In scripted files, the optional <(axis2),(angle2)> and <(axis3),(angle3)> pairs let you specify up to three rotations in a single rotation command. In XML files, multiple rotations are created by combining the various rotate commands. Also in XML files, the reset option for (axis) is done instead by using the <Unrotate/> command.
Rotation Matrix
The rotation commands are creating a rotation matrix that defines rotation from the material axes to the global axes. It can be interpreted as the initial deformation matrix relative to material axes. In other words, if F is deformation matrix caused for simulation results in the global axes, the total deformation matrix relative to the material axes is:
[math]\displaystyle{ \mathbf{F}_{total} = R_0\mathbf{F} }[/math]
In 2D, the only possible rotation is about the z axis and the resulting rotation matrix is
[math]\displaystyle{ R_0 = R_z(\theta) = \left(\begin{array}{ccc} \cos \theta & \sin \theta & 0 \\ -\sin \theta & \cos \theta & 0 \\ 0 & 0 & 1 \end{array}\right) }[/math]
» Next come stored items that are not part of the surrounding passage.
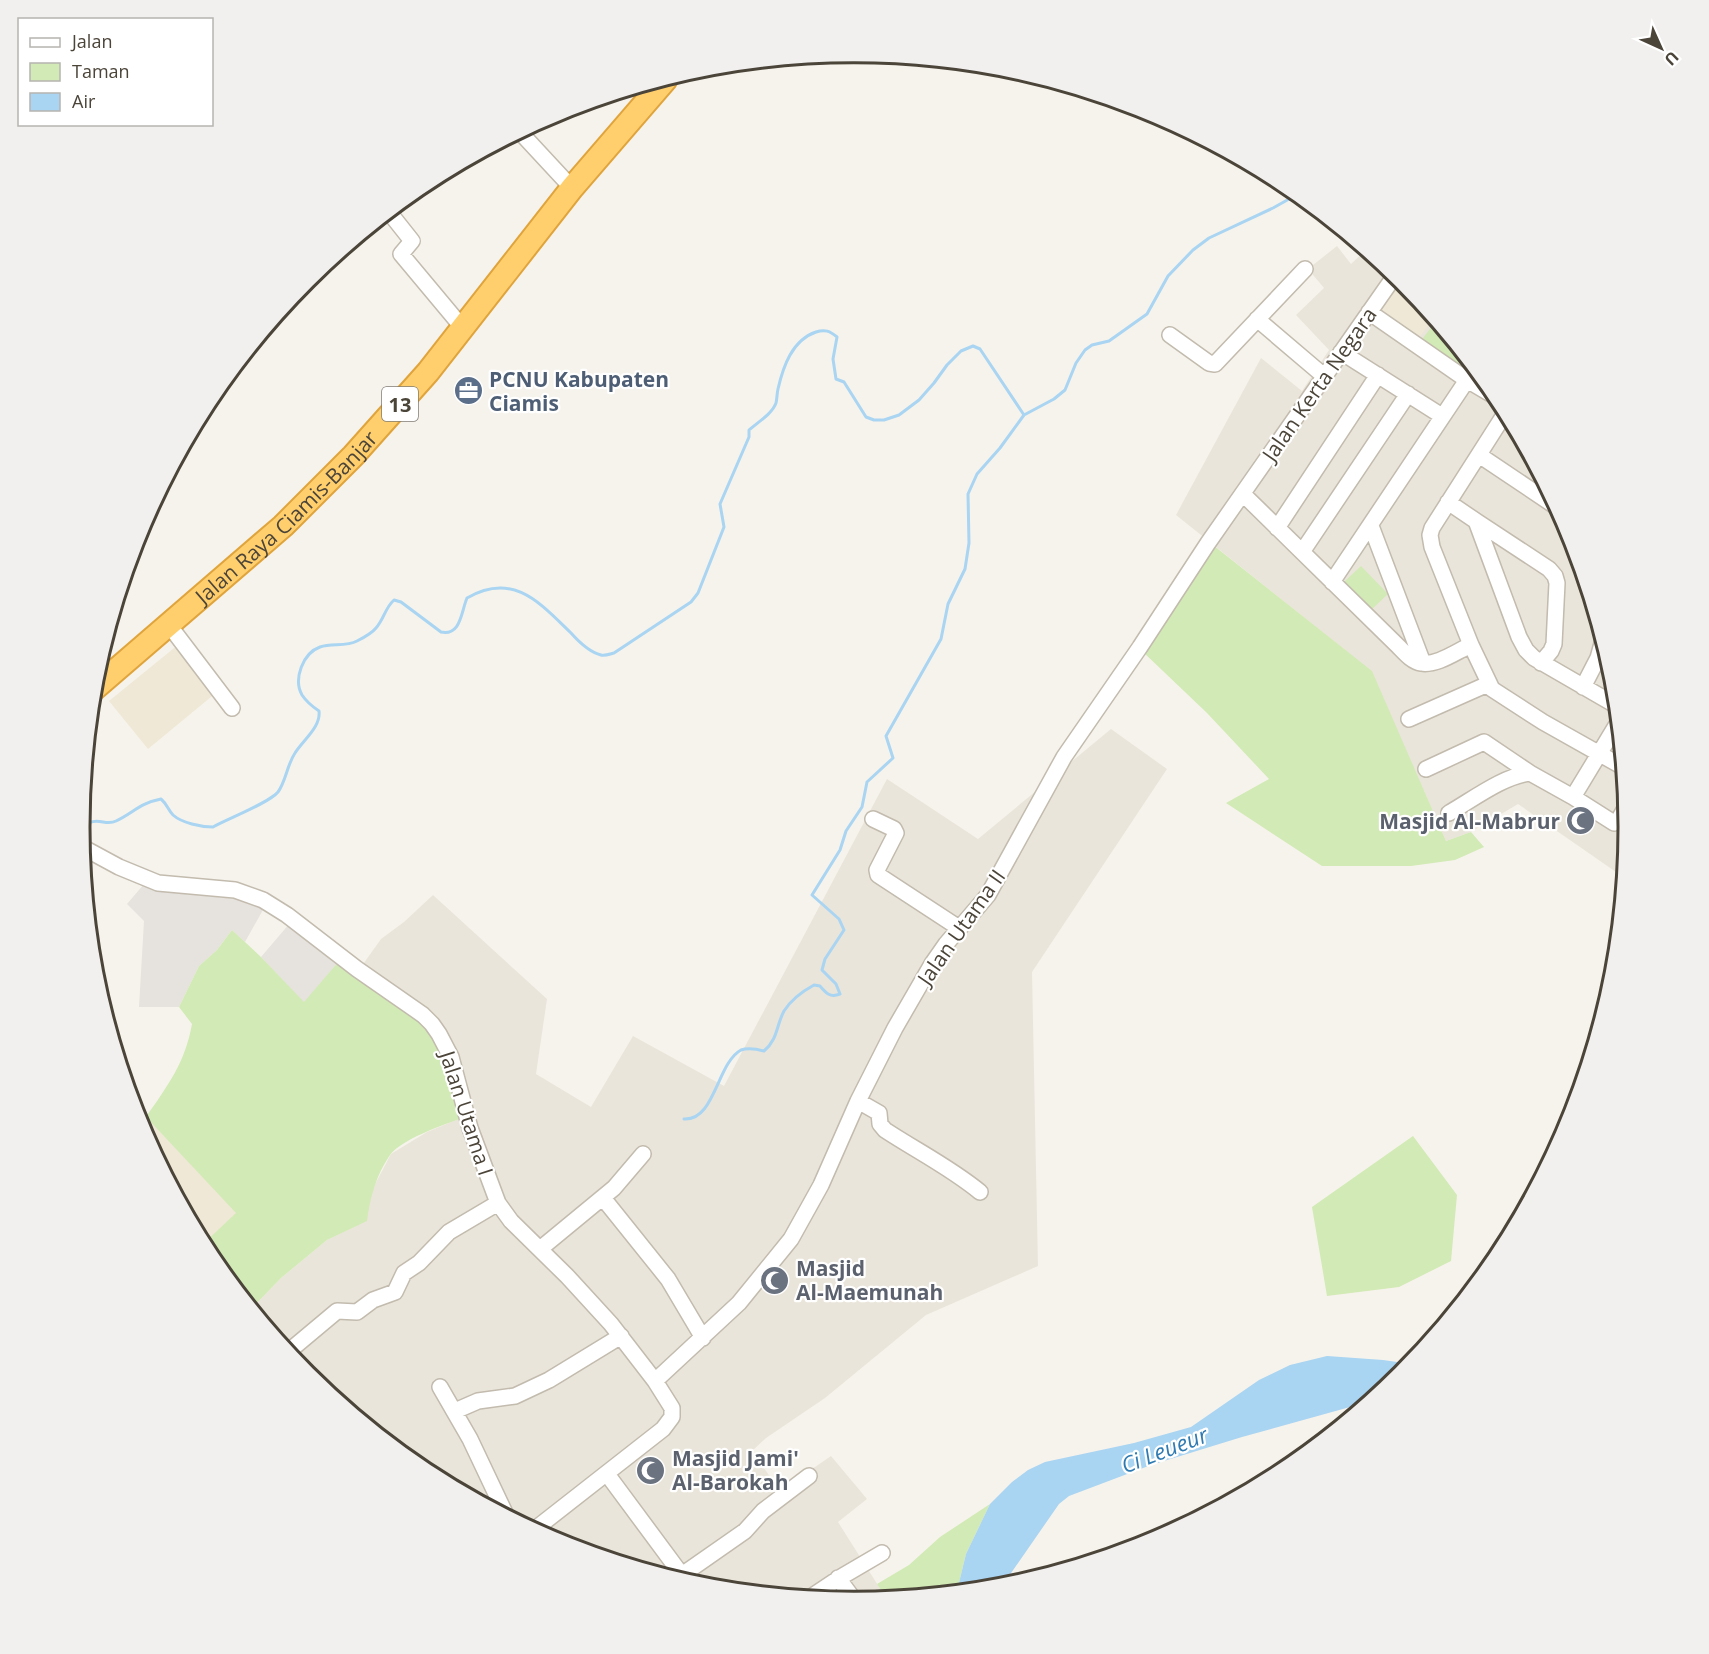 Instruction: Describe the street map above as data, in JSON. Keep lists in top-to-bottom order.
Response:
{
  "streets": {
    "highway": ["13", "Jalan Raya Ciamis-Banjar"],
    "street": ["Jalan Kerta Negara", "Jalan Utama II", "Jalan Utama I"]
  },
  "crossings": [
    ["Jalan Kerta Negara", "Jalan Utama II"],
    ["Jalan Utama II", "Jalan Utama I"]
  ],
  "water": ["Ci Leueur"],
  "places": {
    "office": ["PCNU Kabupaten Ciamis"],
    "mosque": ["Masjid Al-Mabrur", "Masjid Al-Maemunah", "Masjid Jami' Al-Barokah"]
  },
  "legend": ["Jalan", "Taman", "Air"],
  "north": "bottom right"
} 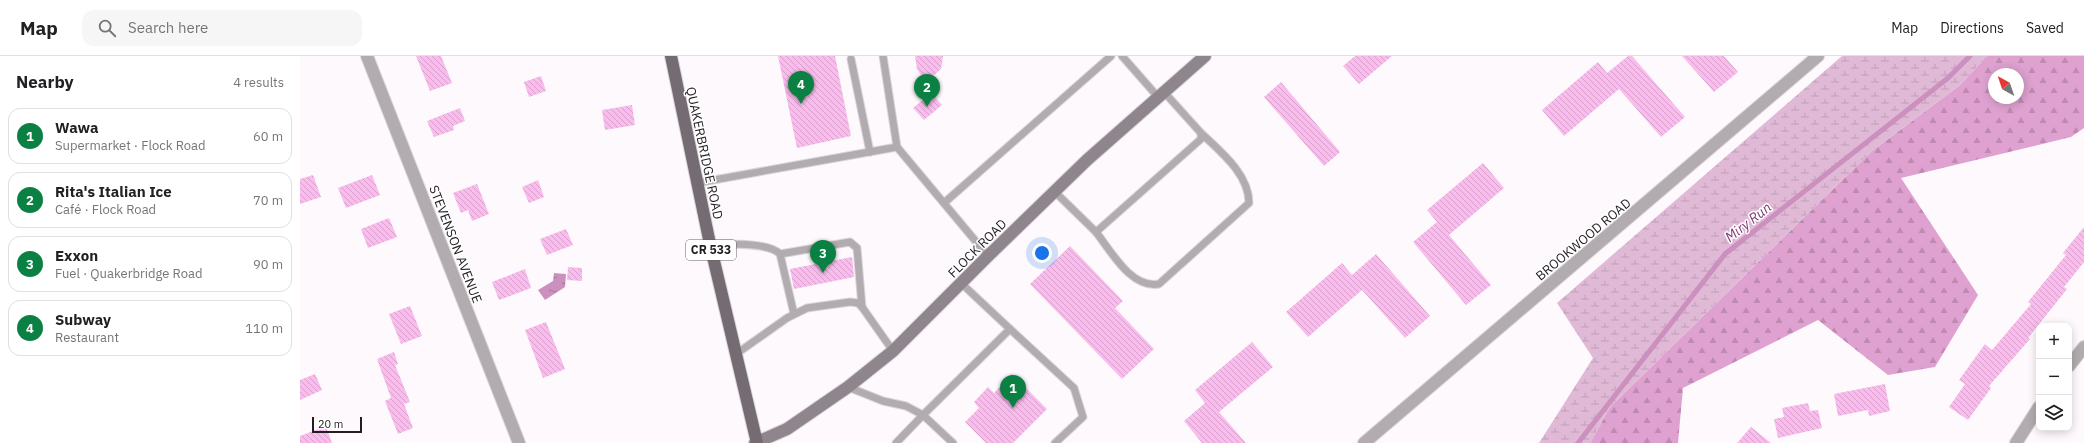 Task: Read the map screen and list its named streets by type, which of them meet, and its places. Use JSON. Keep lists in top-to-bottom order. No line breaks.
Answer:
{"streets":{"main road":["QUAKERBRIDGE ROAD","FLOCK ROAD","CR 533"],"street":["BROOKWOOD ROAD","STEVENSON AVENUE"]},"crossings":[["QUAKERBRIDGE ROAD","FLOCK ROAD"]],"water":["Miry Run"],"scale_bar":"20 m","north":"top left","page":{"header":"Map","search":"Search here","nav":["Map","Directions","Saved"],"heading":["Nearby","4 results"],"pins":["4","2","3","1"],"list":[{"mark":"1","name":"Wawa","note":"Supermarket · Flock Road","value":"60 m"},{"mark":"2","name":"Rita's Italian Ice","note":"Café · Flock Road","value":"70 m"},{"mark":"3","name":"Exxon","note":"Fuel · Quakerbridge Road","value":"90 m"},{"mark":"4","name":"Subway","note":"Restaurant","value":"110 m"}],"map_buttons":["+","−"],"scale":"20 m"}}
You can imagine sitting on the analysis coordinate system and finding a counter-clockwise rotation about the z axis that transforms the material axes into the x-y analysis axes. Alternatively (and identically) you can imagine sitting on the material coordinate system and then defining a clockwise rotation about the z axis that transforms the the x-y analysis axes into the material axes. In other words a vector in analysis axes material axes is related to a vector the material axes by:
[math]\displaystyle{ \vec v_{global} = R_z(\theta)\vec v_{mat} \qquad {\rm or} \qquad \vec v_{mat} = R_z^T(\theta)\vec v_{global} }[/math]
In 3D, more than one rotate command builds an initial rotation matrix as product of axis rotation matrices. For example:
[math]\displaystyle{ R_0 = R_z(\theta)R_y(\phi)R_x(\psi), \quad \vec v_{global} = R_0\vec v_{mat}, \quad {\rm and} \quad \vec v_{mat} = R_0^T\vec v_{global} }[/math]
where
[math]\displaystyle{ R_y(\phi) = \left(\begin{array}{ccc} \cos \phi & 0 & -\sin \phi \\ 0 & 1 & 0 \\ \sin \phi & 0 & \cos \phi \end{array}\right) \quad{\rm and}\quad R_x(\theta) = \left(\begin{array}{ccc}1 & 0 & 0 \\ 0 & \cos \psi & \sin\psi \\ 0 & -\sin\psi & \cos\psi \end{array}\right) }[/math]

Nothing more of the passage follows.